House Judiciary Committee chairman John Conyers (D-Mich.) last week signaled renewed interest in using antitrust law to protect free speech and market competition on the Internet.

In public comments last Wednesday, Conyers expressed concern that cable and phone companies would use their dominant positions in the Internet-access market to distort political discourse and commercial activity, especially by charging fees to carry different types of content or traffic.

“If Congress acts, it will not be because we have decided to regulate. It will be because the Internet-service providers have imposed their own new regulation on the Internet, and are interfering with its healthy growth,” Conyers said at a network-neutrality hearing held by the Judiciary Committee’s Antitrust Task Force.

About 96% of residential users rely on subscriptions to cable or phone company services for access to the Internet, Conyers said, leaving consumers with “monopolies or duopolies in most areas of the country.”

The Federal Communications Commission is investigating allegations that Comcast has been blocking BitTorrent users for anticompetitive reasons. Comcast, meanwhile, says it has slowed peer-to-peer upstream traffic in an effort to relieve network congestion during peak user hours.

Conyers declared that antitrust law was the appropriate tool to combat anticompetitive actions in the Internet market, rather than prescriptive regulations drafted and supervised by the FCC.

“Antitrust law is not regulation. It exists to correct distortions of the free market, where monopolies or cartels have cornered the market, and competition is not being allowed to work,” Conyers said.

In some respects, Conyers’ reliance on antitrust laws created a century ago to break up practical steel and oil trusts is his only option, because his panel does not have jurisdiction over federal communications laws. That belongs to the Energy and Commerce Committee.

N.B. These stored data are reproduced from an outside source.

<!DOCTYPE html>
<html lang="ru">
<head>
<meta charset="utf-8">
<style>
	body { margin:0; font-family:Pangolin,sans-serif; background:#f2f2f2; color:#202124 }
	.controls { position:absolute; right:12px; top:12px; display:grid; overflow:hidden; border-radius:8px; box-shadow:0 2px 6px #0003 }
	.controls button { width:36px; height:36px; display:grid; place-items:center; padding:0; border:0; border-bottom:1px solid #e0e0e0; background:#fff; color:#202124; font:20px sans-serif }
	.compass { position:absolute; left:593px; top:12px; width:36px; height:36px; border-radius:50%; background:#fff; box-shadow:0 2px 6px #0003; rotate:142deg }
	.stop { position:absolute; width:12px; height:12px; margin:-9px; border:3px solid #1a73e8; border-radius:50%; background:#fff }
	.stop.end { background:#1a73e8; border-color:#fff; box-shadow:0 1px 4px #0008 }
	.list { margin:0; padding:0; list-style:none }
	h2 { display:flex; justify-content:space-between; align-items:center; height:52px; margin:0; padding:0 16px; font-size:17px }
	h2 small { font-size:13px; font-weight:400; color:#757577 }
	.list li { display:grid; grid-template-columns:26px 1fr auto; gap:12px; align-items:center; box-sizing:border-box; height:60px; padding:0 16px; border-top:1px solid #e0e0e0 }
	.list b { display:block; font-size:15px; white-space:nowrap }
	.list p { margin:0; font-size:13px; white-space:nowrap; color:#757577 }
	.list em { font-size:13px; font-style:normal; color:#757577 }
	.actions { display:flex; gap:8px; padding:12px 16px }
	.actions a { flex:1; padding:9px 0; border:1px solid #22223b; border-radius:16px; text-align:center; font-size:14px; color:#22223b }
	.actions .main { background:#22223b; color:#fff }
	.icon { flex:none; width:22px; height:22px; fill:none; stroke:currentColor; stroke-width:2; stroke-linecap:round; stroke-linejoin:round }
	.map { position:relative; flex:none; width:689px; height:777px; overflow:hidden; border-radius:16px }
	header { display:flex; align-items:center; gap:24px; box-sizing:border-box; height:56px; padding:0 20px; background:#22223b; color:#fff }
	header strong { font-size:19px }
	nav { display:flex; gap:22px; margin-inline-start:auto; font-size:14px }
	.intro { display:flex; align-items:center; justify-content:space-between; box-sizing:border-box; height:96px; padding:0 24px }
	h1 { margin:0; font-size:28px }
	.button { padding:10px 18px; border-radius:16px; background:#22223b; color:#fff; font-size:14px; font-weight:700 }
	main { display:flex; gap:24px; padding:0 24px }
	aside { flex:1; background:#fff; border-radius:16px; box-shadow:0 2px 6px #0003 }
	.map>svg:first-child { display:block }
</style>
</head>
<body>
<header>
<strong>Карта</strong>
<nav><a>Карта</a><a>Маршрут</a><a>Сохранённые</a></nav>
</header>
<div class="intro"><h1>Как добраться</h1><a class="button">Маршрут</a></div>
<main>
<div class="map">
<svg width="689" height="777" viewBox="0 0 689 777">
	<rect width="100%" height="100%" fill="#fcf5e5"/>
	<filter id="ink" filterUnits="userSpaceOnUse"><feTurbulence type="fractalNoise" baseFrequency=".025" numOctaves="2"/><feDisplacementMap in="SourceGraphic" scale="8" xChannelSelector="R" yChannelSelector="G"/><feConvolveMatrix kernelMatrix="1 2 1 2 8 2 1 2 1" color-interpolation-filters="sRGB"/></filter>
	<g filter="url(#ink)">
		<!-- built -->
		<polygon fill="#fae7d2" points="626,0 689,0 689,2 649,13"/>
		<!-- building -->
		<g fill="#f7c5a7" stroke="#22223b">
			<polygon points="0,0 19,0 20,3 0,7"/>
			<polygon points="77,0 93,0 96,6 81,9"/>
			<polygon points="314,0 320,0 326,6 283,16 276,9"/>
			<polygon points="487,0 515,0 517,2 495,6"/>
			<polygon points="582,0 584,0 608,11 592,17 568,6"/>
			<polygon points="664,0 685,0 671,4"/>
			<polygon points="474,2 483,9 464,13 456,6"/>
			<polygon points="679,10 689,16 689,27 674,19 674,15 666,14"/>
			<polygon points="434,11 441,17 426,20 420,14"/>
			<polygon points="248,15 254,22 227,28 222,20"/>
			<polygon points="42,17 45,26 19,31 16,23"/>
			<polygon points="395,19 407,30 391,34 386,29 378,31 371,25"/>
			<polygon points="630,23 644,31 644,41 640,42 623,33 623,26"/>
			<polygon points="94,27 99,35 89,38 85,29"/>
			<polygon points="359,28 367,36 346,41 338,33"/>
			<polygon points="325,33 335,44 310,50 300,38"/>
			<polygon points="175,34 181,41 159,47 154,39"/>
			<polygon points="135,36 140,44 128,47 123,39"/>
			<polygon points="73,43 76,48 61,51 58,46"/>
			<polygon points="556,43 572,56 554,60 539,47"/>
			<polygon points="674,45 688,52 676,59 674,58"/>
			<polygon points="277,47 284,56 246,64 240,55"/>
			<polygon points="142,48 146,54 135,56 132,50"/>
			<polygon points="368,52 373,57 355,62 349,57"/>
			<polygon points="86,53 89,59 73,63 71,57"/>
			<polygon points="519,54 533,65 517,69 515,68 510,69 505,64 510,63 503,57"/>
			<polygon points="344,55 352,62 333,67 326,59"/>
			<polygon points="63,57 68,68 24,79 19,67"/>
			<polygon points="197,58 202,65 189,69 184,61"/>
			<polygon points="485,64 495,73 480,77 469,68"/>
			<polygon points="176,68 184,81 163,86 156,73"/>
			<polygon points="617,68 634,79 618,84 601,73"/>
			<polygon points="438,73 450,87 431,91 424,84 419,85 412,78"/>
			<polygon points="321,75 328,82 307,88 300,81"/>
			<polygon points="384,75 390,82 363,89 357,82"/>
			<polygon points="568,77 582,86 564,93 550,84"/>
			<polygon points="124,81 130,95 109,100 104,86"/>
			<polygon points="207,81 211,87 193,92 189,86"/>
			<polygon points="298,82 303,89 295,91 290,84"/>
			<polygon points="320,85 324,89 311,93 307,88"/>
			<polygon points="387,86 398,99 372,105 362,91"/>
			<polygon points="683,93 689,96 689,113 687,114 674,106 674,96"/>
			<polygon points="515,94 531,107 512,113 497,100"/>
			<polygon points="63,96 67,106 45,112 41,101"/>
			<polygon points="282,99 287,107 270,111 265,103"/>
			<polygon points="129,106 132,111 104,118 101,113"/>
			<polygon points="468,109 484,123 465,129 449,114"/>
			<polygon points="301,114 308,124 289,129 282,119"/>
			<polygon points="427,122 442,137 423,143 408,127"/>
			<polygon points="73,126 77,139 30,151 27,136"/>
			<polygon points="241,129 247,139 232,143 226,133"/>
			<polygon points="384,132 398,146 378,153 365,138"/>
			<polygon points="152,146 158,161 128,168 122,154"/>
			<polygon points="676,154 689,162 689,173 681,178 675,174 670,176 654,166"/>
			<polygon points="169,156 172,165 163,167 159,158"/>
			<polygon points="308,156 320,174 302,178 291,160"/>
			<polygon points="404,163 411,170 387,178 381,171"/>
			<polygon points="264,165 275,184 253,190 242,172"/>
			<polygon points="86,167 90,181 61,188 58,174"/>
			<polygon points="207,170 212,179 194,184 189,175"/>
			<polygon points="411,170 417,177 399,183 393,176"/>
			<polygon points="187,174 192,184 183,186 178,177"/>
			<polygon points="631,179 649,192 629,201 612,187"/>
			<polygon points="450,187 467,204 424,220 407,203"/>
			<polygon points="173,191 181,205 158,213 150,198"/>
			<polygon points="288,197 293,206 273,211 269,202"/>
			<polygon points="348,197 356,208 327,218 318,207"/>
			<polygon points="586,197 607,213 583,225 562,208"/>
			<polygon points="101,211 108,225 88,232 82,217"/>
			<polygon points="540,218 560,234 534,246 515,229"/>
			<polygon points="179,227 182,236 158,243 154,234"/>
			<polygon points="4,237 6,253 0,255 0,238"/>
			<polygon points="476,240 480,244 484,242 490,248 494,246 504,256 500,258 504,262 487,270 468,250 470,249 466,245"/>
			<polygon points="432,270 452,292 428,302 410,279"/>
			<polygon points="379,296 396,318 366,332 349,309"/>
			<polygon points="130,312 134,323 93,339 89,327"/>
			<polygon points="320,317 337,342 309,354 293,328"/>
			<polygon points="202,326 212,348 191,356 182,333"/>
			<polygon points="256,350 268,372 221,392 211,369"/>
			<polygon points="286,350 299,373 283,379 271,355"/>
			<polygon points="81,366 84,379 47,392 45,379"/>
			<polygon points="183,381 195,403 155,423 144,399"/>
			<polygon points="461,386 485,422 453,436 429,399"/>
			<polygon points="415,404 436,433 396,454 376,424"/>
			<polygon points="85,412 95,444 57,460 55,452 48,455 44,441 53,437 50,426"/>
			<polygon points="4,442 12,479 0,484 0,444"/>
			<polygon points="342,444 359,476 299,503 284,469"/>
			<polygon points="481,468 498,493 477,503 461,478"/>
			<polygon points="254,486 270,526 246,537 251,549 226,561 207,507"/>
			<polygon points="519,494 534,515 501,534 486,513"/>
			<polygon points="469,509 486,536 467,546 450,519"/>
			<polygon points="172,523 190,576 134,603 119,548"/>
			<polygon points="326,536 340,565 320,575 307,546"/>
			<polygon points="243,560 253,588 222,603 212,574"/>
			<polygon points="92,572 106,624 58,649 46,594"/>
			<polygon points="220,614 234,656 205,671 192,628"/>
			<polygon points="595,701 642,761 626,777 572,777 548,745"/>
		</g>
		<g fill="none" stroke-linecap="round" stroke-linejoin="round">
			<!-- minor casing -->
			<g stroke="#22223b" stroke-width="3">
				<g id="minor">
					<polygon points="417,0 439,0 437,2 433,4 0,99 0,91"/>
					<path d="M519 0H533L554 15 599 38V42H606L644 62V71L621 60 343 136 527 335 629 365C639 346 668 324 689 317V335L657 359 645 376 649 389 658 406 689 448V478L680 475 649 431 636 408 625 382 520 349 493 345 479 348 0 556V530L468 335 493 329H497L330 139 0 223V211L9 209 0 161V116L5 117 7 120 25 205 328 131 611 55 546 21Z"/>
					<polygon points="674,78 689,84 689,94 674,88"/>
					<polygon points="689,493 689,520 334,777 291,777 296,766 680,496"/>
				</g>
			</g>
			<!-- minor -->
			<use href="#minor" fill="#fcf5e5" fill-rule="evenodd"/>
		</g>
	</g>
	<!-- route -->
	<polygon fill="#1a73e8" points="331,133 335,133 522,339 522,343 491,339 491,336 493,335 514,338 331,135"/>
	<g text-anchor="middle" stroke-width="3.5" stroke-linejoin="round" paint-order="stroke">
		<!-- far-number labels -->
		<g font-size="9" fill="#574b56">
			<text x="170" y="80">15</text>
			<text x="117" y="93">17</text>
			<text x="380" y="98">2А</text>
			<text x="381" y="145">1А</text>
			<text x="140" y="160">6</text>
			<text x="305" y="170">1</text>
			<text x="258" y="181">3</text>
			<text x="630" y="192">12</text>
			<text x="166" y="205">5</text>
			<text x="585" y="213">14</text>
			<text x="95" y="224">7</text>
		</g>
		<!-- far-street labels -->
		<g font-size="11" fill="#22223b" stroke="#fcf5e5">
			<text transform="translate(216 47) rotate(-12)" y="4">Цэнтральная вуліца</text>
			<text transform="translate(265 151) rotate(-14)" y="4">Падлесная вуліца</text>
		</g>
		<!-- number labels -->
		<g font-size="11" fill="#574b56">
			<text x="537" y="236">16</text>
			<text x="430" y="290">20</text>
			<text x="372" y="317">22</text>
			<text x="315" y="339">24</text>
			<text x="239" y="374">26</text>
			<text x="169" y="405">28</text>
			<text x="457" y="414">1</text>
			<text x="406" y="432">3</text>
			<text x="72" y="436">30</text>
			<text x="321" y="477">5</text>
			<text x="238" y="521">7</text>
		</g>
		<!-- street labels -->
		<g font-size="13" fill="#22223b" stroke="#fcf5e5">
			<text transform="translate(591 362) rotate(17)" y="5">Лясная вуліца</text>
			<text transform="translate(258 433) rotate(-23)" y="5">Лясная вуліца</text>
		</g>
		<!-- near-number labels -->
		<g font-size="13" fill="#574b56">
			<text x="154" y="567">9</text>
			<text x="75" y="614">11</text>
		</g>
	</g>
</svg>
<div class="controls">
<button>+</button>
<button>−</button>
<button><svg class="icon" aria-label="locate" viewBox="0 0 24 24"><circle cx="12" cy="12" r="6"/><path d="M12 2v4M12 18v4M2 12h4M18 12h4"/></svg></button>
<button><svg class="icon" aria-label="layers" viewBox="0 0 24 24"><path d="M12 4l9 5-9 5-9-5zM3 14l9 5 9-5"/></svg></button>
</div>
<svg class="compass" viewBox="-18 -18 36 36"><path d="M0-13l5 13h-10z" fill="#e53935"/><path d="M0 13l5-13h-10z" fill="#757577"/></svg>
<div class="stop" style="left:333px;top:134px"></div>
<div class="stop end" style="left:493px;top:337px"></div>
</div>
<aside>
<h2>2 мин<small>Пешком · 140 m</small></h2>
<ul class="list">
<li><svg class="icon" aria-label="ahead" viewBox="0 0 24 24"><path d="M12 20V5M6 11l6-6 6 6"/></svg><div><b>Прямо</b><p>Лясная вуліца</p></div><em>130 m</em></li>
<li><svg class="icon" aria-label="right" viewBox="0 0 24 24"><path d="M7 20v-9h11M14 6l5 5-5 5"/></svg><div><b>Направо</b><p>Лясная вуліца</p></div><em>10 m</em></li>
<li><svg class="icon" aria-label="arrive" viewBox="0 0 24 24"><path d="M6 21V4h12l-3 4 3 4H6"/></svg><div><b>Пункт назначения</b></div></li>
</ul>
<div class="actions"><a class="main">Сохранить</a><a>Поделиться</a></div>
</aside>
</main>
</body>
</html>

In May 2006, the Judiciary Committee approved a net neutrality bill that would have amended the Clayton Act, an antitrust law passed in 1914 when Woodrow Wilson was president, to require broadband-access providers to interconnect their facilities on reasonable and nondiscriminatory terms; operate their networks in a nondiscriminatory manner so that unaffiliated content, service and applications have an equal opportunity to reach consumers; and refrain from interfering with consumer access to lawful content, services and applications.

The bill (H.R. 5417) passed by a 20-13 vote. Every committee Democrat supported it but 13 of 19 Republicans did not, even though then-committee chairman James Sensenbrenner (R-Wis.) was the chief sponsor.

House Republican leaders refused to bring the bill up for a vote on the House floor. Some Republicans remain uneasy about government intervention.

“I am concerned that the heavy hand of government could deter investment and innovation in technology that will enable networks to advance in the future,” said Rep. Steve Shabot of Ohio, the top Republican on the antitrust task force.

One concern about antitrust law is the time and cost of litigation. But Stephen Calkins, professor of law at Wayne State University, said it was “greatly misleading that all the cases take years and years” because many cases are settled before trial.

“The reality is that almost no cases are litigated all the way to a final outcome,” Calkins said. “In a typical private antitrust case, there is a complaint, and then discovery and then a settlement.”

Sensenbrenner said aggrieved parties probably wouldn’t get paid if they had to rely on the FCC to police the Internet.

“Antitrust laws are not regulations in that some federal agency tells you what you can do and can’t do,” Sensenbrenner said. “If somebody is aggrieved they can file a law suit and if they are able to prove anticompetitive action, then they can win treble damages.”